Back in Beirut we walked on Bliss Street, in honor of Jim who still doesn’t know whether this Mr. Bliss is a relation, had crepes, explored the Hamra area and then celebrated our being together this week with a pint in the Mayflower Hotel bar, where I arrived as a young bride 33 years ago.


Our first outing was by taxi, driven by Eli Adam who used to be a salesman but has been driving a taxi the last 11 years. That he was a salesman is obvious; he likes to talk. Since Axel also likes to talk he got to ride shotgun. I tucked myself way in the back of the family van and looked sideways rather than to the front. Beirut traffic is scary, hence the taxi. Renting a car was only a brief fantasy until we experienced being in traffic on our first day here.

We are hiring Eli for most of the week to take us places. We speak a mixture of French and English with him, in true Lebanese fashion. Yesterday he took us to Byblos , or Jbeil, the place where we are told the alphabet was born.

We had another fantasy lunch, overlooking Byblos’s tiny harbor, eating fried fish, and drinking the wonderful house wine at Pepe Abed’s. The remaining open spots on the table were occupied by the small plates with the famous Lebanese mezze that have become Tessa’s staple.

The restaurant was one we knew from way back. Pepe has died in the meantime and now his son Roger runs the place. The street leading to the restaurant is named after his famous dad.

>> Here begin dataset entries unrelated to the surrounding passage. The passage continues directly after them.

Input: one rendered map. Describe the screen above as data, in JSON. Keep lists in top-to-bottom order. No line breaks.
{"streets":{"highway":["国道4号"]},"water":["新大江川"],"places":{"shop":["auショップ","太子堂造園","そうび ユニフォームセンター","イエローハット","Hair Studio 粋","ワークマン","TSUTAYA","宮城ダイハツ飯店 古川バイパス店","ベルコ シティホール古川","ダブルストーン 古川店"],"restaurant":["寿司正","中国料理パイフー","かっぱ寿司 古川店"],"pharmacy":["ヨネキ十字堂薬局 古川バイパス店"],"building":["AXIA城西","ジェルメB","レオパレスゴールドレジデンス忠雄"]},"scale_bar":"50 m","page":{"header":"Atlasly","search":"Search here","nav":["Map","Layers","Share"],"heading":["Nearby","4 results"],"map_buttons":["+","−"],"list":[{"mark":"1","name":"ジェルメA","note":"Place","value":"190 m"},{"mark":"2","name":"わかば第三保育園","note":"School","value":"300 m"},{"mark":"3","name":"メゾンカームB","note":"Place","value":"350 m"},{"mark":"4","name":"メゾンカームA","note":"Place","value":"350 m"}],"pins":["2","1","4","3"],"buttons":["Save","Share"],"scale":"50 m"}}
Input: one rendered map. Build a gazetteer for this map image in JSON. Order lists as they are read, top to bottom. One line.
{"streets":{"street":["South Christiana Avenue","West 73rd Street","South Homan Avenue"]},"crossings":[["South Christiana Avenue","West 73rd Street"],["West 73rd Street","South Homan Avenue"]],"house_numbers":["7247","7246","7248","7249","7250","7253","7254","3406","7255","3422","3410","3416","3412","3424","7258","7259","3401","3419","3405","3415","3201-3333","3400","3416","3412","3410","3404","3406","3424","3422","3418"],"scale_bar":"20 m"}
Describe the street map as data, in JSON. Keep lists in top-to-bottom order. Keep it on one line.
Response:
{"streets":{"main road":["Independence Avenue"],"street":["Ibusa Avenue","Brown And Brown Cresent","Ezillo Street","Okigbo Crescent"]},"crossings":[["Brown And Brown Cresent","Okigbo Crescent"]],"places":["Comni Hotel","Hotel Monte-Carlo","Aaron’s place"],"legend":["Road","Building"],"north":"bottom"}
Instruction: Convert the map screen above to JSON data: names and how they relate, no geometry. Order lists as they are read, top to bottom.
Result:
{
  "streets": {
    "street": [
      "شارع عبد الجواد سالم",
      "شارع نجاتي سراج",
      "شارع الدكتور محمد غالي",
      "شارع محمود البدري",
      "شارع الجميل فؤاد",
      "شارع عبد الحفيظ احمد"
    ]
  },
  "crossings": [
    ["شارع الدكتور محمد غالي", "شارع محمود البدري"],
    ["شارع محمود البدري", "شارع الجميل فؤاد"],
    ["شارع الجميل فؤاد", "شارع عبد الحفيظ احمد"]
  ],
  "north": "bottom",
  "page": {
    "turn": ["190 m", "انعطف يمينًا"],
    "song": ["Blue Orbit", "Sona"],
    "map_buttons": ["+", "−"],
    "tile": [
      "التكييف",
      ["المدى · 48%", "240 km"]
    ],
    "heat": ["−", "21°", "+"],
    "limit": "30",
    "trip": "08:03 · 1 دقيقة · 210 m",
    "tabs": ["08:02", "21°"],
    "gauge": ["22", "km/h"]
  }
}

The restaurant is decorated with photos of Pepe with famous personalities who have come here over the decades; it included a whole series of posed photos with various Eastern European beauty queens. Brigitte Bardo is prominently featured in the famous people gallery amidst sundry local and not so local politicians and world leaders.

After lunch we hired a guide to show us around the excavations of some 17 different archaeological sites, built on top of each other over thousands of years. Everyone was deeply awed walking amidst so much history. The guide then wrote our names in Arabic, in Phoenician and backwards in English.

Eli dropped us off at the kids’ apartment (our progeny as they are referred to by Alistair) where everyone flopped on the beds. Being a full time tourist is tiresome. Eventually we pulled ourselves up and walked around their neighborhood to check out what was for dinner.

We ended up in a street full of bars, still empty at 7 PM. Clearly our eating habits are out of sync with the Lebanese, who enter restaurants just about when we are done. The waiters happily served us beer and wine when they found out we came from a dry place, and asked as, like everyone else does, why the hell do you live in Afghanistan?